Use cylindrical coords to find the volume of the solid:

[hank]

The solid that is inside the surface r^2 + z^2 = 20 abut not above the surface z = r^2.

Can someone verify my setup?


\(\displaystyle V=\int^{2\pi}_{0} \int^{\sqrt{20}}_{0} \int^{\sqrt{20-r^2} - r^2}_{-\sqrt{20-r^2} } r dzdrd\theta\)

 

[tkhunny]

That appears to be sufficient for the section that is directly under z = r^2, but it's no good outside that.

In other words, if you had the limits of the second integral [0,2] you would have the center piece correct. You need to rethink it for r > 2.

 

[galactus]

You want the region between \(\displaystyle r^{2}+z^{2}=20\) and \(\displaystyle z=r^{2}\)
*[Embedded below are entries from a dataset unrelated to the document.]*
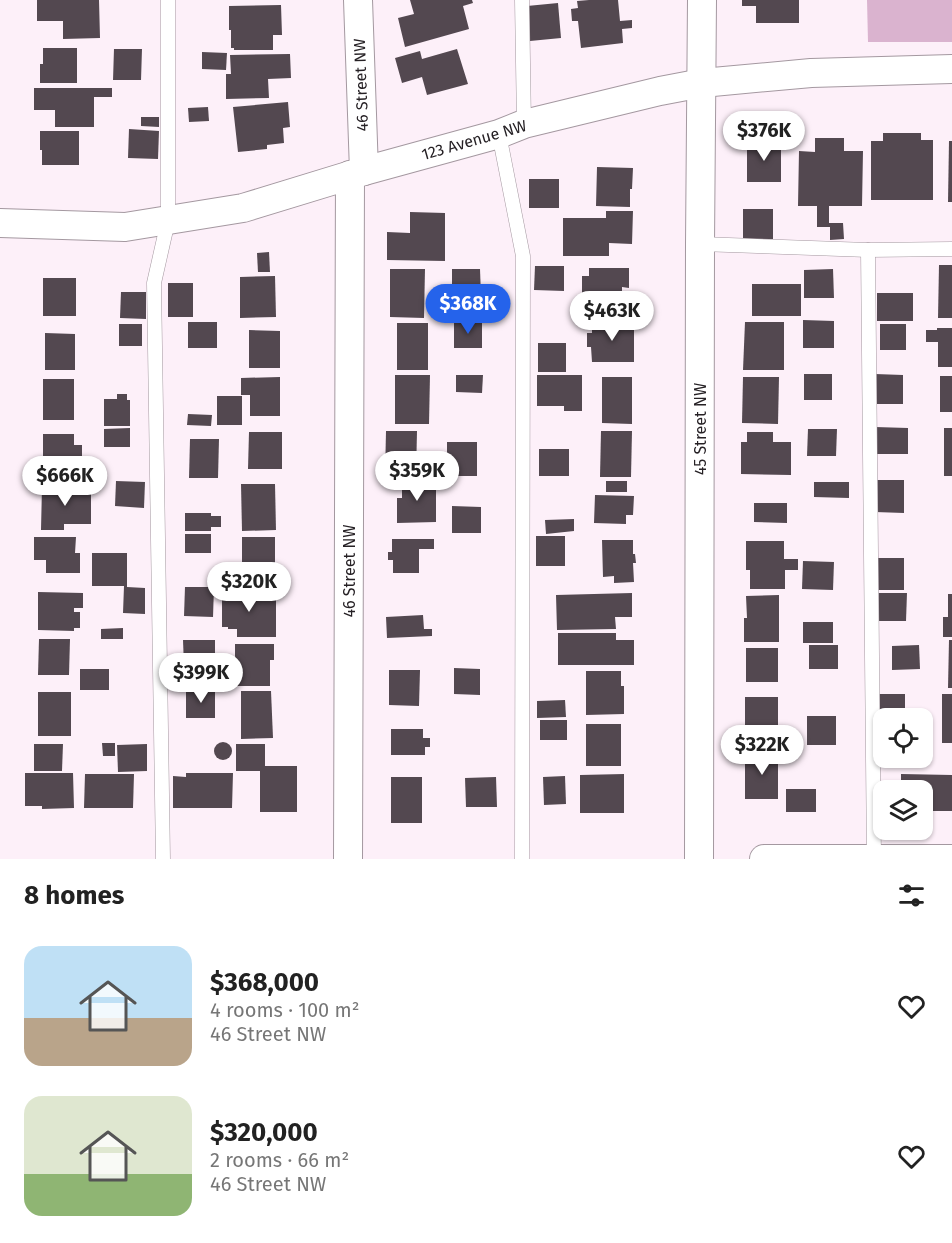 <!DOCTYPE html>
<meta charset="utf-8">
<style>
:root{--surface:#fff;--page:#f6f6f6;--text:#222;--muted:#767676;--accent:#2563eb}
body{margin:0;font-family:"Fira Sans",sans-serif;background:var(--page);color:var(--text);height:100vh;display:flex;flex-direction:column;font-size:22px;white-space:nowrap}
*{box-sizing:border-box;margin:0}
p{font-size:20px;color:var(--muted)}
.icon{flex:none;width:33px;height:33px;fill:none;stroke:currentColor;stroke-width:2;stroke-linecap:round;stroke-linejoin:round}
.map{position:relative;height:859px;overflow:hidden}
.side{display:flex;flex-direction:column;background:var(--surface);flex:1}
.side>*{flex:none}
.fabs{position:absolute;left:873px;top:708px;display:grid;gap:12px}
.fabs a{display:grid;place-items:center;width:60px;height:60px;border-radius:12px;background:var(--surface);box-shadow:0 2px 4px #0004;font-size:30px}
.price{position:absolute;translate:-50% -51px;padding:0 14px;border-radius:21px;background:#fff;color:#222;font-size:20px;line-height:39px;filter:drop-shadow(0 2px 3px #0008)}
.price::after{content:'';position:absolute;left:50%;top:36px;width:18px;height:14px;margin-left:-9px;background:inherit;clip-path:polygon(0 0,100% 0,50% 100%)}
.price.on{background:var(--accent);color:#fff}
ul{padding:0;list-style:none}
li{display:flex;align-items:center;gap:18px;height:150px;padding:0 24px}
li span{display:grid;place-items:center;flex:none;width:168px;height:120px;border-radius:18px;color:#555}
li>.icon{margin-inline-start:auto}
span .icon{width:72px;height:72px;fill:#fffc;stroke-width:1}
li b{font-size:26px}
h2{display:flex;justify-content:space-between;align-items:center;height:72px;padding:0 24px;font-size:26px}
.map>svg:first-child{display:block}
.green{fill:#dab3cf}
.building{fill:#534850}
.lines{fill:none;stroke-linecap:round;stroke-linejoin:round}
.lane-casing{stroke:#a498a0;stroke-width:15}
.street-casing{stroke:#a498a0;stroke-width:30}
.lane{stroke:#fff;stroke-width:14}
.street{stroke:#fff;stroke-width:28}
.labels{text-anchor:middle;dominant-baseline:central;stroke-width:6;stroke-linejoin:round;paint-order:stroke}
.street-label{font-size:16px;fill:#262125;stroke:#fff}
</style>
<div class="map">
<svg width="952" height="859" viewBox="0 0 952 859">
<rect width="100%" height="100%" fill="#fdf0f9"/>
<path class="green" d="M867,0H952V42H868Z"/>
<g class="building">
<path d="M37,0H99L100,38L63,39V21H37Z"/>
<path d="M410,0H472L473,3L463,6L469,29L405,47L398,18L414,14Z"/>
<path d="M589,0H618L620,21L632,20V28L622,29L623,43L581,48L578,21H572L571,9L578,8L577,1Z"/>
<path d="M742,0H799V23H756V6H742Z"/>
<path d="M558,3L561,38L530,41L527,6Z"/>
<path d="M281,5L282,35H273V50H234V48H231V30H229V6Z"/>
<path d="M43,48H77V83H40V64H43Z"/>
<path d="M114,49H142L141,80H113Z"/>
<path d="M457,49L468,84L427,95L422,77L402,83L395,58L420,51L422,59Z"/>
<path d="M202,52L227,53L226,70L202,69Z"/>
<path d="M290,54L291,78L268,79L269,98L226,99V74H231L230,55Z"/>
<path d="M34,88H112V97H94V127H55V110H34Z"/>
<path d="M288,102L290,127L283,128L284,143L267,145V149L238,152L233,107Z"/>
<path d="M208,107L209,121L189,122L188,108Z"/>
<path d="M141,117H159V127L141,126Z"/>
<path d="M129,129L159,131L158,159L128,158Z"/>
<path d="M40,131H79V165H42V150H40Z"/>
<path d="M883,133H921V140H933V200H871V141H883Z"/>
<path d="M815,138H844V151H863L862,206H829V223H843L844,239L830,240V227H817V206H798L799,151L815,152Z"/>
<path d="M949,141H952V202H948Z"/>
<rect x="747" y="143" width="34" height="39"/>
<path d="M597,167L633,168L632,189H630V207L596,206Z"/>
<rect x="529" y="179" width="30" height="29"/>
<rect x="743" y="209" width="30" height="30"/>
<path d="M606,211H633L632,244L609,243V256H563V218H606Z"/>
<path d="M410,212L445,213V261L387,260V232L410,233Z"/>
<path d="M269,252L270,272H258L257,253Z"/>
<path d="M939,265H952V318H938Z"/>
<path d="M535,266H564V291L534,290Z"/>
<path d="M589,268H629V288L622,287V306H582V276H589Z"/>
<path d="M390,269H425L424,318L390,317Z"/>
<path d="M452,269H480L481,296L452,297Z"/>
<path d="M833,269L834,298H804V270Z"/>
<path d="M275,276L276,317L240,318V277Z"/>
<rect x="43" y="278" width="33" height="38"/>
<rect x="168" y="283" width="25" height="34"/>
<rect x="752" y="284" width="49" height="32"/>
<path d="M121,292H146V319L120,318Z"/>
<rect x="877" y="293" width="36" height="28"/>
<rect x="486" y="296" width="12" height="23"/>
<path d="M803,320L834,321V348H803Z"/>
<rect x="188" y="322" width="29" height="26"/>
<rect x="454" y="322" width="28" height="26"/>
<path d="M634,322V362H592L591,347H587V333H592V323Z"/>
<path d="M745,322H784V370H743Z"/>
<rect x="397" y="323" width="31" height="47"/>
<rect x="119" y="324" width="23" height="22"/>
<rect x="880" y="324" width="26" height="26"/>
<path d="M937,328H952V367H938V342H926V330H937Z"/>
<path d="M249,330L280,331V368H249Z"/>
<path d="M45,333L75,334V370H45Z"/>
<rect x="538" y="343" width="28" height="29"/>
<rect x="804" y="374" width="28" height="26"/>
<path d="M875,374L903,375V404H875Z"/>
<path d="M395,375H430L429,424H395Z"/>
<path d="M456,375H483L482,393L456,392Z"/>
<path d="M537,375H582V411H564V406H537Z"/>
<rect x="940" y="376" width="12" height="36"/>
<path d="M280,377V416H250V395H241V378Z"/>
<path d="M602,377H632V424L602,423Z"/>
<path d="M743,377H779L778,424L742,423Z"/>
<rect x="43" y="379" width="31" height="41"/>
<path d="M117,394H127V400H130V426H104V399H117Z"/>
<rect x="217" y="396" width="25" height="29"/>
<path d="M188,414L212,415L211,426L187,425Z"/>
<path d="M875,427L908,428V454H875Z"/>
<path d="M130,428V447H104V429Z"/>
<rect x="944" y="428" width="8" height="48"/>
<path d="M808,429H837L836,456H807Z"/>
<path d="M386,431H417L416,476H385Z"/>
<path d="M601,431H632L631,477H600Z"/>
<path d="M249,432H282V469H248Z"/>
<path d="M747,432H773V442H791V475L741,474V442H747Z"/>
<path d="M43,434H74V445H82V456H74V472H43Z"/>
<path d="M190,439H219L218,478H189Z"/>
<rect x="447" y="442" width="30" height="34"/>
<rect x="539" y="449" width="30" height="27"/>
<path d="M402,480H436V522L397,523V498H402Z"/>
<path d="M876,480H904V513L875,512Z"/>
<path d="M116,481L145,482L144,508L115,506Z"/>
<rect x="606" y="481" width="21" height="11"/>
<path d="M814,482H849V498L814,497Z"/>
<path d="M241,484H275L276,530L242,531Z"/>
<path d="M42,487L91,488V524H64V530H41Z"/>
<path d="M595,495L634,496L633,515H626V524L594,523Z"/>
<path d="M754,503H787V523L754,522Z"/>
<path d="M452,506L481,507V533H452Z"/>
<path d="M185,513H211V516H221V527H211V531H185Z"/>
<path d="M574,519V531L546,534L545,520Z"/>
<rect x="185" y="534" width="26" height="19"/>
<rect x="536" y="536" width="29" height="30"/>
<path d="M34,537H76L75,553H80V573H46V560H34Z"/>
<path d="M242,537H275V568H273V583H242Z"/>
<path d="M392,539H434V549H419V573H393V560H388V552H392Z"/>
<path d="M602,540H633V554H635L636,563H633L634,582L614,583V576L603,577Z"/>
<path d="M746,541H784V559H798V570H785V589H750V570H746Z"/>
<path d="M92,553H127V587L145,588V614L123,613L124,586H92Z"/>
<rect x="875" y="558" width="29" height="32"/>
<path d="M803,561L834,562L833,590L802,589Z"/>
<path d="M225,586H239V592H276V637H237V629H228V627H222V591H225Z"/>
<path d="M185,587H214L213,617L184,616Z"/>
<path d="M38,592L83,593V608H74V612H80V628H74V631L38,630Z"/>
<path d="M632,593V617H615L616,629L557,630L556,595Z"/>
<path d="M876,593H907L906,621H875Z"/>
<path d="M948,594H952V637H943V617H948Z"/>
<path d="M779,595V642H744V618H747L746,596Z"/>
<path d="M423,615L424,629H432V636L387,638L386,617Z"/>
<rect x="803" y="622" width="30" height="21"/>
<path d="M123,628V639H101V629Z"/>
<path d="M558,633H616V640H634V665H558Z"/>
<path d="M39,639H70L69,675H38Z"/>
<path d="M183,640H215V665L184,666Z"/>
<path d="M949,640H952V688H948Z"/>
<path d="M235,644H274V660H270V686H235Z"/>
<rect x="809" y="645" width="29" height="24"/>
<path d="M919,645L920,669L892,670V646Z"/>
<rect x="746" y="648" width="32" height="34"/>
<path d="M454,668L480,669V695L454,694Z"/>
<rect x="80" y="669" width="29" height="21"/>
<path d="M389,670H420L419,706L389,705Z"/>
<path d="M586,671H621V686H624V714L586,715Z"/>
<rect x="186" y="691" width="29" height="27"/>
<path d="M241,691H271L273,738L241,739Z"/>
<rect x="38" y="692" width="33" height="44"/>
<path d="M876,694H905V718H884V723H876Z"/>
<rect x="942" y="694" width="10" height="49"/>
<rect x="745" y="697" width="33" height="46"/>
<path d="M565,700L566,717L537,718V701Z"/>
<rect x="807" y="716" width="29" height="29"/>
<rect x="540" y="720" width="27" height="20"/>
<rect x="586" y="724" width="35" height="42"/>
<path d="M391,729H423V738H430V747H425V755H391Z"/>
<circle cx="223" cy="751" r="9"/>
<path d="M102,743H115V756H103Z"/>
<path d="M34,744H63L62,771H34Z"/>
<path d="M147,744V771L118,772L117,745Z"/>
<path d="M236,744H265V766H297V812H260V771H236Z"/>
<rect x="745" y="753" width="33" height="46"/>
<path d="M25,773H73L74,808L42,809V806H25Z"/>
<path d="M186,773H233L232,808H173V776L186,777Z"/>
<path d="M85,774H134L133,808H84Z"/>
<path d="M624,774V813H580V775Z"/>
<path d="M901,774L952,775V811H928V805H922V790H901Z"/>
<path d="M565,776L566,804L544,805L543,777Z"/>
<rect x="391" y="777" width="31" height="46"/>
<path d="M496,777L497,807H466L465,778Z"/>
<rect x="786" y="789" width="30" height="23"/>
</g>
<g class="lines">
<defs>
<g id="lane">
<path d="M522,0L524,124"/>
<path d="M499,134L523,256L522,859"/>
<path d="M700,244L868,250L952,249"/>
<path d="M868,250L874,859"/>
<path d="M163,859L154,283L168,221V0"/>
</g>
<g id="street">
<path d="M358,0L364,171"/>
<path d="M0,223L125,227L243,208L364,171L499,134L524,124L660,91L702,83L811,73L952,69"/>
<path d="M348,859L350,175"/>
<path d="M699,859L700,244L702,0"/>
<path d="M764,859H952"/>
</g>
</defs>
<use href="#lane" class="lane-casing"/>
<use href="#street" class="street-casing"/>
<use href="#lane" class="lane"/>
<use href="#street" class="street"/>
</g>
<g class="labels">
<g class="street-label">
<text transform="translate(361 85) rotate(-92)">46 Street NW</text>
<text transform="translate(474 140) rotate(-16)">123 Avenue NW</text>
<text transform="translate(700 429) rotate(-90)">45 Street NW</text>
<text transform="translate(349 571) rotate(-90)">46 Street NW</text>
</g>
</g>
</svg>
<div class="fabs">
<a><svg class="icon" aria-label="locate" viewBox="0 0 24 24"><circle cx="12" cy="12" r="6"/><path d="M12 2v4M12 18v4M2 12h4M18 12h4"/></svg></a>
<a><svg class="icon" aria-label="layers" viewBox="0 0 24 24"><path d="M12 4l9 5-9 5-9-5zM3 14l9 5 9-5"/></svg></a>
</div>
<b class="price" style="left:764px;top:162px">$376K</b>
<b class="price on" style="left:468px;top:335px">$368K</b>
<b class="price" style="left:612px;top:342px">$463K</b>
<b class="price" style="left:417px;top:502px">$359K</b>
<b class="price" style="left:65px;top:507px">$666K</b>
<b class="price" style="left:249px;top:613px">$320K</b>
<b class="price" style="left:201px;top:704px">$399K</b>
<b class="price" style="left:762px;top:776px">$322K</b>
</div>
<section class="side">
<h2>8 homes<svg class="icon" aria-label="filters" viewBox="0 0 24 24"><path d="M4 7h16M4 17h16"/><circle cx="9" cy="7" r="2"/><circle cx="15" cy="17" r="2"/></svg></h2>
<ul>
<li><span style="background:linear-gradient(#bfe0f5 60%,#b9a48a 0)"><svg class="icon" aria-label="home" viewBox="0 0 24 24"><path d="M3 11l9-7 9 7M6 9v11h12V9"/></svg></span><div><b>$368,000</b><p>4 rooms · 100 m²</p><p>46 Street NW</p></div><svg class="icon" aria-label="heart" viewBox="0 0 24 24"><path d="M12 20l-8-8c-3-5 5-10 8-4 3-6 11-1 8 4z"/></svg></li>
<li><span style="background:linear-gradient(#dfe7d0 65%,#8fb573 0)"><svg class="icon" aria-label="home" viewBox="0 0 24 24"><path d="M3 11l9-7 9 7M6 9v11h12V9"/></svg></span><div><b>$320,000</b><p>2 rooms · 66 m²</p><p>46 Street NW</p></div><svg class="icon" aria-label="heart" viewBox="0 0 24 24"><path d="M12 20l-8-8c-3-5 5-10 8-4 3-6 11-1 8 4z"/></svg></li>
</ul>
</section>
\(\displaystyle r^{2}+z^{2}=20\) intersects \(\displaystyle z=r^{2}\) in a circle of radius 2.

So, we get:

\(\displaystyle V=\int_{0}^{2\pi}\int_{0}^{2}\int_{r^{2}}^{\sqrt{20-r^{2}}}rdzdrd{\theta}=\int_{0}^{2\pi}\int_{0}^{2}\left(r\sqrt{20-r^{2}}-r^{3}\right)drd{\theta}\)

 

[tkhunny]

I still think that is missing \(\displaystyle 2 < r < \sqrt{20}\). There is more to this problem than r < 2.